Frank Boon flashed a knowing smile last fall in Denver, as he sampled beers at the Great American Beer Festival. That’s not to say he loved everything he came across. Boon, who owns Belgium’s popular Brewery Boon, does not casually pass out compliments. Perhaps the brewer could have used fresher malt, he suggested of one beer. “Too much yeast still in the beer,” he said of another.
Fort Collins provides a unique opportunity to visit four diverse breweries only minutes apart.
What he tasted, though, reminded him that he knows something that many from the world’s traditional brewing centers continue to discount.
“Europeans will tell you Americans water down their beer, that they put ice in it,” he said. “They don’t know what has occurred in the last 20 years. They need to come here and see how much has changed.”

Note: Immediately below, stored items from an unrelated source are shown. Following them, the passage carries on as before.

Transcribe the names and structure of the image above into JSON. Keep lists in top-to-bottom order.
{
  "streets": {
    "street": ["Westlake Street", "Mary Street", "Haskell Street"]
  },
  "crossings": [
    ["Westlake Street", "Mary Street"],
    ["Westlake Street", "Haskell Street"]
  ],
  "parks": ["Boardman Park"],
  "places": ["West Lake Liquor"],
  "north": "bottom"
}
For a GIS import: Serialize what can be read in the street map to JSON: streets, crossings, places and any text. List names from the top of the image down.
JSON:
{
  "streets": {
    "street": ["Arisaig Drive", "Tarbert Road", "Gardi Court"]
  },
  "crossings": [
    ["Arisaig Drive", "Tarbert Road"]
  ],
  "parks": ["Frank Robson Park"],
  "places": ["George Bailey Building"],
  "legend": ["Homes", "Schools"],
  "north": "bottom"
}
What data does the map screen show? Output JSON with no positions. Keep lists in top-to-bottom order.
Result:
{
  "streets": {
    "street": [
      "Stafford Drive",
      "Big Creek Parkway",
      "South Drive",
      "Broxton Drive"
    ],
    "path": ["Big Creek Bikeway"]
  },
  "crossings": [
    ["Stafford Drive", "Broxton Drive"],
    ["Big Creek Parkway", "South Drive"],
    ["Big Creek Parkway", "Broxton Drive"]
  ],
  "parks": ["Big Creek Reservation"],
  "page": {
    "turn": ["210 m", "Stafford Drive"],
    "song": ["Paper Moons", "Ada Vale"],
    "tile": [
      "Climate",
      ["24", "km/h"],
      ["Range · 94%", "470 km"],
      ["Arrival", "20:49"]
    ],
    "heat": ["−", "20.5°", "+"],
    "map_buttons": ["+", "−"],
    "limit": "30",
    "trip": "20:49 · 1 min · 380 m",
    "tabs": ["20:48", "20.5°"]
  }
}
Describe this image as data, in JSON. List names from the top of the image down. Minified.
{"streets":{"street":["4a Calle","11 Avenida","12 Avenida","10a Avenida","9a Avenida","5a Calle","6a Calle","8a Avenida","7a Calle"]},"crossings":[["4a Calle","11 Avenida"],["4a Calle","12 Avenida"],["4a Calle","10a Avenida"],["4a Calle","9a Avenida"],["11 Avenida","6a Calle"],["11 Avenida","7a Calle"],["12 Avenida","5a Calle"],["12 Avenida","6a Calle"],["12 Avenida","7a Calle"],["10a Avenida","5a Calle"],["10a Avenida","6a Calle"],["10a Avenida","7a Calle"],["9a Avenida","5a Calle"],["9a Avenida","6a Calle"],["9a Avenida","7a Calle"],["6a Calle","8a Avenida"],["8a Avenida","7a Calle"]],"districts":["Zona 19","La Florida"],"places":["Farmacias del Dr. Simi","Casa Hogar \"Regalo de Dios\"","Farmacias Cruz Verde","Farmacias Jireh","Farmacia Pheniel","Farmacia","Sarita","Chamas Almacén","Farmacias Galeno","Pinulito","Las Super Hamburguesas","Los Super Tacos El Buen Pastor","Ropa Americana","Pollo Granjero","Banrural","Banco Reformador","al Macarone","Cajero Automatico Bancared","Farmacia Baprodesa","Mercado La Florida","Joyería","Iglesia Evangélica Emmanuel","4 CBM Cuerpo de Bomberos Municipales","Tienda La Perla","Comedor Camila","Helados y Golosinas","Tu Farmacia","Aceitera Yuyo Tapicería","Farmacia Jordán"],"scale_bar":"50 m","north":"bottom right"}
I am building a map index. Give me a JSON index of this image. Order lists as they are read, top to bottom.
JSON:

Boon was in Colorado to announce a joint project with New Belgium Brewing Co., located in Fort Collins. A visitor from the other side of the Atlantic, or an American, for that matter, couldn’t do much better than starting in Fort Collins to get a “big picture” look at the American brewing industry in four quick stops. You could easily walk from the first to second and the second to the third.
Stop 1: Coopersmith’s Pub & Brewery, one of the first brewpubs in Colorado. There are plenty of smaller breweries around the country, but the brew house here will seem tiny by the end of the day.
Stop 2: Odell Brewing Co., still small enough to be classified as a microbrewery but big enough to have a bottling line and cases of beer stacked to the ceiling. (Although bottling occurs long after beer is brewed, the line is a popular stop on any tour, and not only because it happens shortly before tasting begins.)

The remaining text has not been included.